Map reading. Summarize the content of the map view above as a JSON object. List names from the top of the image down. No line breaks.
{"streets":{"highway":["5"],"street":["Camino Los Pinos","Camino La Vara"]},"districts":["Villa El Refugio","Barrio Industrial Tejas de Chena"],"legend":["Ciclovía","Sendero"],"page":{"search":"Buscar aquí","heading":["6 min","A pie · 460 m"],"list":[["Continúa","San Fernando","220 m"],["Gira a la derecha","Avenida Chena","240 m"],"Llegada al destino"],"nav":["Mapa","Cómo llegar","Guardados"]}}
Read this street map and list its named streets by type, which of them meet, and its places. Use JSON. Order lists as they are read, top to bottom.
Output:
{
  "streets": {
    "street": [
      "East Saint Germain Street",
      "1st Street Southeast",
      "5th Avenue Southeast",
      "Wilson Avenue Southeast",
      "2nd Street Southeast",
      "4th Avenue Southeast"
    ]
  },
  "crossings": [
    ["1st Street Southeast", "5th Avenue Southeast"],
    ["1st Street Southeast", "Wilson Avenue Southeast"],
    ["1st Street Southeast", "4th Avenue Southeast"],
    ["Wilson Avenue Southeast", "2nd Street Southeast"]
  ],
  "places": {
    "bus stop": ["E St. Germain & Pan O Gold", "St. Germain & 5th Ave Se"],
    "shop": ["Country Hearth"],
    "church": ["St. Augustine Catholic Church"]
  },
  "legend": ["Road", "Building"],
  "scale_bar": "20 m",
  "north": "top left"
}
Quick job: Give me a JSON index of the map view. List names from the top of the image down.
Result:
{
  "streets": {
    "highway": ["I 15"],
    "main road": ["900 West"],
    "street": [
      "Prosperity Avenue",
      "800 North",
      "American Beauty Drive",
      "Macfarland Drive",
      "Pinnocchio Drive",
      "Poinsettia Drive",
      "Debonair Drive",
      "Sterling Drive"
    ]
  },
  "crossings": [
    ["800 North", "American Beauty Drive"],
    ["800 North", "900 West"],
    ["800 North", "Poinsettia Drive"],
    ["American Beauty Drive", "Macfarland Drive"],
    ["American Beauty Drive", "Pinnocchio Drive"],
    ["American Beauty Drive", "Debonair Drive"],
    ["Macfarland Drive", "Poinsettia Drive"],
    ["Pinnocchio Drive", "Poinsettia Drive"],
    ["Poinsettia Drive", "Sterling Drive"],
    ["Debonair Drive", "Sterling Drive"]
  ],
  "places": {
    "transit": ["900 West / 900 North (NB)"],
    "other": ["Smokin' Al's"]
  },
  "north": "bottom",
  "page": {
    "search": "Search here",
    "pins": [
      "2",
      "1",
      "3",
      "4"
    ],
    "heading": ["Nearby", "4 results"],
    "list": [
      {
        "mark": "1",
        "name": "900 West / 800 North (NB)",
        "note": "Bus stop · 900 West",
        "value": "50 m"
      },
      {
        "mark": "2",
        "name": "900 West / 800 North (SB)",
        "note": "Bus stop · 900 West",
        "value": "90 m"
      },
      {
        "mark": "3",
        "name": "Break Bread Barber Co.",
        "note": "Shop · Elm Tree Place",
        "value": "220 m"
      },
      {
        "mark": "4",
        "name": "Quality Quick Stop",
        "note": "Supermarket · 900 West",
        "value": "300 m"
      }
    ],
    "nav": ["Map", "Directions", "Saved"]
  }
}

========

The listing above needs to be retyped. Reproduce every line exactly.

== Output of the exercise ==
Map reading. Summarize the content of the map view above as a JSON object. List names from the top of the image down. No line breaks.
{"streets":{"highway":["5"],"street":["Camino Los Pinos","Camino La Vara"]},"districts":["Villa El Refugio","Barrio Industrial Tejas de Chena"],"legend":["Ciclovía","Sendero"],"page":{"search":"Buscar aquí","heading":["6 min","A pie · 460 m"],"list":[["Continúa","San Fernando","220 m"],["Gira a la derecha","Avenida Chena","240 m"],"Llegada al destino"],"nav":["Mapa","Cómo llegar","Guardados"]}}
Read this street map and list its named streets by type, which of them meet, and its places. Use JSON. Order lists as they are read, top to bottom.
Output:
{
  "streets": {
    "street": [
      "East Saint Germain Street",
      "1st Street Southeast",
      "5th Avenue Southeast",
      "Wilson Avenue Southeast",
      "2nd Street Southeast",
      "4th Avenue Southeast"
    ]
  },
  "crossings": [
    ["1st Street Southeast", "5th Avenue Southeast"],
    ["1st Street Southeast", "Wilson Avenue Southeast"],
    ["1st Street Southeast", "4th Avenue Southeast"],
    ["Wilson Avenue Southeast", "2nd Street Southeast"]
  ],
  "places": {
    "bus stop": ["E St. Germain & Pan O Gold", "St. Germain & 5th Ave Se"],
    "shop": ["Country Hearth"],
    "church": ["St. Augustine Catholic Church"]
  },
  "legend": ["Road", "Building"],
  "scale_bar": "20 m",
  "north": "top left"
}
Quick job: Give me a JSON index of the map view. List names from the top of the image down.
Result:
{
  "streets": {
    "highway": ["I 15"],
    "main road": ["900 West"],
    "street": [
      "Prosperity Avenue",
      "800 North",
      "American Beauty Drive",
      "Macfarland Drive",
      "Pinnocchio Drive",
      "Poinsettia Drive",
      "Debonair Drive",
      "Sterling Drive"
    ]
  },
  "crossings": [
    ["800 North", "American Beauty Drive"],
    ["800 North", "900 West"],
    ["800 North", "Poinsettia Drive"],
    ["American Beauty Drive", "Macfarland Drive"],
    ["American Beauty Drive", "Pinnocchio Drive"],
    ["American Beauty Drive", "Debonair Drive"],
    ["Macfarland Drive", "Poinsettia Drive"],
    ["Pinnocchio Drive", "Poinsettia Drive"],
    ["Poinsettia Drive", "Sterling Drive"],
    ["Debonair Drive", "Sterling Drive"]
  ],
  "places": {
    "transit": ["900 West / 900 North (NB)"],
    "other": ["Smokin' Al's"]
  },
  "north": "bottom",
  "page": {
    "search": "Search here",
    "pins": [
      "2",
      "1",
      "3",
      "4"
    ],
    "heading": ["Nearby", "4 results"],
    "list": [
      {
        "mark": "1",
        "name": "900 West / 800 North (NB)",
        "note": "Bus stop · 900 West",
        "value": "50 m"
      },
      {
        "mark": "2",
        "name": "900 West / 800 North (SB)",
        "note": "Bus stop · 900 West",
        "value": "90 m"
      },
      {
        "mark": "3",
        "name": "Break Bread Barber Co.",
        "note": "Shop · Elm Tree Place",
        "value": "220 m"
      },
      {
        "mark": "4",
        "name": "Quality Quick Stop",
        "note": "Supermarket · 900 West",
        "value": "300 m"
      }
    ],
    "nav": ["Map", "Directions", "Saved"]
  }
}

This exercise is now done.